Deputados petistas querem o fim da reeleição na Assembleia.

Deputados estaduais petistas afirmaram que o apoio à terceira candidatura de Marcelo Nilo (PDT) à presidência da Assembleia Legislativa estava condicionado a aprovação de uma Emenda Constitucional que acaba com a reeleição durante uma legislatura.

De acordo com Nilo, ele não fez acordo algum atrelando apoio à reeleição. Ele ressalta que é favorável à reeleição e que seria estranho não declarar isso publicamente, já que concorre pela terceira vez consecutiva ao cargo.

“Continuo sendo a favor da reeleição, agora me comportarei como magistrado, se eles conseguirem os 38 votos dentro do plenário e, for aprovado, eu sanciono. Minha posição política é favorável a reeleição. Como é que vou usar duas vezes a reeleição e vou seu contra”, afirmou.

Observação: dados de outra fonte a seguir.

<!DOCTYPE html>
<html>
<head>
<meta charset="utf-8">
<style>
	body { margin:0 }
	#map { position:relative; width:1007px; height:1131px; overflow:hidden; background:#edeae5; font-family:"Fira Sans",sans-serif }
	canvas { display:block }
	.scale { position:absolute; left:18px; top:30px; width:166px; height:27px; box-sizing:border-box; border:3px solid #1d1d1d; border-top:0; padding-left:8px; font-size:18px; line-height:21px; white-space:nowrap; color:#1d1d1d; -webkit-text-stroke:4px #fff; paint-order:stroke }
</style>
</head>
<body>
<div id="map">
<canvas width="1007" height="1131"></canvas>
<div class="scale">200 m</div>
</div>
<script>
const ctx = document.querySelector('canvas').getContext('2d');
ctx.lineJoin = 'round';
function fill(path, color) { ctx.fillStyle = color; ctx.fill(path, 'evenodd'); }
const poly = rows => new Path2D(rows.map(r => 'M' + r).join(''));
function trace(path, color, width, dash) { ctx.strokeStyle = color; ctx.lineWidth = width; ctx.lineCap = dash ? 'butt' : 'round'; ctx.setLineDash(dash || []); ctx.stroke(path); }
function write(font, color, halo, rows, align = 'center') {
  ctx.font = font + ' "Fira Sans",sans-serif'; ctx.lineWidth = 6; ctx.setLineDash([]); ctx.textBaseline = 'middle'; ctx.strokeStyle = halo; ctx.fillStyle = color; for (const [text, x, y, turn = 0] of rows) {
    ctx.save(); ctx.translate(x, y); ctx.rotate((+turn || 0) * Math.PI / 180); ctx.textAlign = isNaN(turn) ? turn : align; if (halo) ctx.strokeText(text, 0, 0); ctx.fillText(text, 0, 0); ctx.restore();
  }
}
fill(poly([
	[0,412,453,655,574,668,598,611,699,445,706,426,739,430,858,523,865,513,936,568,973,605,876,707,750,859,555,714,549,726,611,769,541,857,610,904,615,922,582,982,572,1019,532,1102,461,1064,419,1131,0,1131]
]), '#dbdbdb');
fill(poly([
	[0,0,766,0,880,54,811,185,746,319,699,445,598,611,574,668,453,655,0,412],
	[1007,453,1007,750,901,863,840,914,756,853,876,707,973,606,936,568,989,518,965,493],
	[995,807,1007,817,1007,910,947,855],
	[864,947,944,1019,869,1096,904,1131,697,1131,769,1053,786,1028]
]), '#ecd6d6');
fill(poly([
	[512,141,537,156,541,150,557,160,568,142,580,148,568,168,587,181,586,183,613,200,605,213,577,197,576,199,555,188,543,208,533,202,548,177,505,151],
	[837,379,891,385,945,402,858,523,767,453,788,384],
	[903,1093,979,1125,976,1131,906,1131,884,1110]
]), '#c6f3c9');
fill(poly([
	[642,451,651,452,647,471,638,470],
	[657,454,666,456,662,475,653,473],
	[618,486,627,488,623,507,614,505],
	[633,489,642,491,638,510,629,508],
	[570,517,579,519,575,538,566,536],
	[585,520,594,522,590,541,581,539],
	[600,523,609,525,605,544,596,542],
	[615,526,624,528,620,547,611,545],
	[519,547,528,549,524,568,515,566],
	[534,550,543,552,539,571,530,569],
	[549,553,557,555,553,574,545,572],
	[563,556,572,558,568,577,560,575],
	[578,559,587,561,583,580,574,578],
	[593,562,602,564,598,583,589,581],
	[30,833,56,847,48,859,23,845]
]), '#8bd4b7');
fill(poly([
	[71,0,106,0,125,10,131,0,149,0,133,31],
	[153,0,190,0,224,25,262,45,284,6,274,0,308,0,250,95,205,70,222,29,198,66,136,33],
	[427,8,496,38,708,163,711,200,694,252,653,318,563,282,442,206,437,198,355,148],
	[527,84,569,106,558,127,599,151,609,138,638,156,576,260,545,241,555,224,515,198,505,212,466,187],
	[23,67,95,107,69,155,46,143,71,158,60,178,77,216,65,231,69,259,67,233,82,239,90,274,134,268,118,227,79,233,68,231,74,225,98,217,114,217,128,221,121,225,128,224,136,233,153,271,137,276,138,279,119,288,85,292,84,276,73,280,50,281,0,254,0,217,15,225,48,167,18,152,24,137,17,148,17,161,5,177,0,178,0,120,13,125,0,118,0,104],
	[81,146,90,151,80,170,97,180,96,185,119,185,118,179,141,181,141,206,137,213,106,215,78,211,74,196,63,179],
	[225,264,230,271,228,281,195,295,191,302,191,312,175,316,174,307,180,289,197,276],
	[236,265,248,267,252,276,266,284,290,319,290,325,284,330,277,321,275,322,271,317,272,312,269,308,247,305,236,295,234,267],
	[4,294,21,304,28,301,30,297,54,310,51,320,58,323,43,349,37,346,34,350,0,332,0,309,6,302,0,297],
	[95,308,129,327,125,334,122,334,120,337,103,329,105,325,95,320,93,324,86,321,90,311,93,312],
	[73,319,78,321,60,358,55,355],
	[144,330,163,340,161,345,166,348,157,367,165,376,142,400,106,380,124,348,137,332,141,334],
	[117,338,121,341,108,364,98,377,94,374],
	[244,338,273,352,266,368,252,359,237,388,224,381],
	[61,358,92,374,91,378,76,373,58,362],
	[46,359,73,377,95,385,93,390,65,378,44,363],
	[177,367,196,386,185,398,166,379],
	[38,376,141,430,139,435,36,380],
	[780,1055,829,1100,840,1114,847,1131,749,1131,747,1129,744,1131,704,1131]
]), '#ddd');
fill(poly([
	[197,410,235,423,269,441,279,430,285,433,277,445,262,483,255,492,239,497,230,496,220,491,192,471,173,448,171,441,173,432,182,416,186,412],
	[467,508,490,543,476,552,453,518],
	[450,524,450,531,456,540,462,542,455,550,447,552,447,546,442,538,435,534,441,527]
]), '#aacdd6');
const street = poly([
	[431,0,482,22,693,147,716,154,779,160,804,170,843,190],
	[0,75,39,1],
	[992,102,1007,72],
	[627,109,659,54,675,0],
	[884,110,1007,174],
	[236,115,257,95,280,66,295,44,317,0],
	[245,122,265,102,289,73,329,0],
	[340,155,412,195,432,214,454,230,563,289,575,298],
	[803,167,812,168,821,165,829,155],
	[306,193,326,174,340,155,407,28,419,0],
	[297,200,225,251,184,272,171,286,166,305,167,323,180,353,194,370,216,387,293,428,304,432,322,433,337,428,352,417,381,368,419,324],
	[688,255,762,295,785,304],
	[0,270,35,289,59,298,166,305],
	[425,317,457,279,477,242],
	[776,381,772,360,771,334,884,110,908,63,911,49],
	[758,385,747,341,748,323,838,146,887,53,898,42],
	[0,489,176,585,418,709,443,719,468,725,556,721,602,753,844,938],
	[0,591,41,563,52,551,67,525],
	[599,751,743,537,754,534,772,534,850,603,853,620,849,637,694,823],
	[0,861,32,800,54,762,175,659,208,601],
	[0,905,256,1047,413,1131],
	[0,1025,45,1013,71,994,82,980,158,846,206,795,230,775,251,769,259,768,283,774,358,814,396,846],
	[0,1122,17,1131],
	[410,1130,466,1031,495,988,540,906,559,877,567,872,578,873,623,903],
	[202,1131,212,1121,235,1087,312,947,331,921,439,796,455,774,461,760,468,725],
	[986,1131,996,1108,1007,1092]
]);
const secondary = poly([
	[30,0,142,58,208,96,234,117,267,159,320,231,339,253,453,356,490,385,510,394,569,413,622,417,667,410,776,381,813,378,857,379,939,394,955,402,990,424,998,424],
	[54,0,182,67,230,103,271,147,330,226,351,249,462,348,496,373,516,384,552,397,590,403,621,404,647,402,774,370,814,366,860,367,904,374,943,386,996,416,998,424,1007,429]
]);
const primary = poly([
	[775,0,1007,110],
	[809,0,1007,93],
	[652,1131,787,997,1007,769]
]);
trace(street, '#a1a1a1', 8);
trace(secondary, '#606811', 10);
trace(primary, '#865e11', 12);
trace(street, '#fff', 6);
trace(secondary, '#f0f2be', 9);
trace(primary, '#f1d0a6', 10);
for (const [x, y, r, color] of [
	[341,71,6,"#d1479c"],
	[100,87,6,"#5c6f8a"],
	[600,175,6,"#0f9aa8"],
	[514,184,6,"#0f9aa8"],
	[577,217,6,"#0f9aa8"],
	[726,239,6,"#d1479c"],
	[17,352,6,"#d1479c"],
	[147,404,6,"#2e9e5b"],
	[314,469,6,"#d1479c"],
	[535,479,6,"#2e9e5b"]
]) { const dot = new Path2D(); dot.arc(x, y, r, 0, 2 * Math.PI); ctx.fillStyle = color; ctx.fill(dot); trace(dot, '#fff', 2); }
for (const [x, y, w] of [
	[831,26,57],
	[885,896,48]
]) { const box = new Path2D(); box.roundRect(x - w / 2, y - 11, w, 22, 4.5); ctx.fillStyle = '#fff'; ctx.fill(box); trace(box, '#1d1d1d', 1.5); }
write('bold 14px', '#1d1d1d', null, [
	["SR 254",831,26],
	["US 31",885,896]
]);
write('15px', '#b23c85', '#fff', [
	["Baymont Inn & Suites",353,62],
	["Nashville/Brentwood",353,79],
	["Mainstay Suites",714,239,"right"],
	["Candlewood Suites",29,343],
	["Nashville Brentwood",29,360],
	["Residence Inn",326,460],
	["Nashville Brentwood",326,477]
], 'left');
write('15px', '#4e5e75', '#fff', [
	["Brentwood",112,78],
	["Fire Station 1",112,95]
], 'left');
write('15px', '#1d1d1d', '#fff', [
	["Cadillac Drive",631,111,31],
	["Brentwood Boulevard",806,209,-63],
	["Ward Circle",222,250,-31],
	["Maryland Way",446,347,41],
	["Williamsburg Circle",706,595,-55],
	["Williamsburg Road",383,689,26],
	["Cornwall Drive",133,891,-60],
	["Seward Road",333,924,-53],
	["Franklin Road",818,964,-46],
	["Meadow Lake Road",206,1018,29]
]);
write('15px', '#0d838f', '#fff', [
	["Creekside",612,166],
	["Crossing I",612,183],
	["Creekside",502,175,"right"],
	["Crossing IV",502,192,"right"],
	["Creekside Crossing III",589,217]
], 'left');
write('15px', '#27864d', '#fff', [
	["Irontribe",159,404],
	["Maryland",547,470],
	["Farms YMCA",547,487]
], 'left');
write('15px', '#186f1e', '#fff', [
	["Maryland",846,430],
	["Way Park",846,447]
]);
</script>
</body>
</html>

O presidente do Legislativo baiano disse que os petistas vão entrar com a proposta mesmo. Para que a proposta chegue ao plenário é preciso que 21 parlamentares assinem o requerimento, depois a matéria é votada em dois turnos sendo que são precisos 39 deputados estarem na sessão, o voto é aberto e o presidente, que neste caso é o próprio Marcelo Nilo, não tem vota.

Questionado sobre uma eventual quarta candidatura, o pedetista disse que não está pensando nisto, mas também não descartou a hipótese. “Na minha vida eu subo degrau por degrau, eu não vou pensar em 2013 se nem fui eleito ainda. Eu ganhando, não passa pela minha cabeça a reeleição. Agora, eu não estou assumindo nenhum compromisso. Não posso descartar nem afirmar”.

PDT

Desde que o governador Jaques Wagner começou a nomear os secretários desta segunda gestão, o PDT tem manifestado publicamente a sua insatisfação com a parte que até o momento foi ofertada à legenda.

Correu nos bastidores que o apoio dos parlamentares petistas à candidatura de Marcelo Nilo estaria também atrelada ao entendimento de que isto teria um peso na balança da reorganização da base aliada de Wagner.

Marcelo Nilo negou que isto tivesse passado pelas negociações entre ele e os diretores petistas. “A Assembleia é um poder, como é que pode entrar em negociação com secretariado, não existe isso. O PDT que está conversando com o governador, isto e entre eles. Eu fui ao encontro com o ministro do Trabalho, Carlos Lupi (PDT) porque ele convidou todos os deputados”, revelou.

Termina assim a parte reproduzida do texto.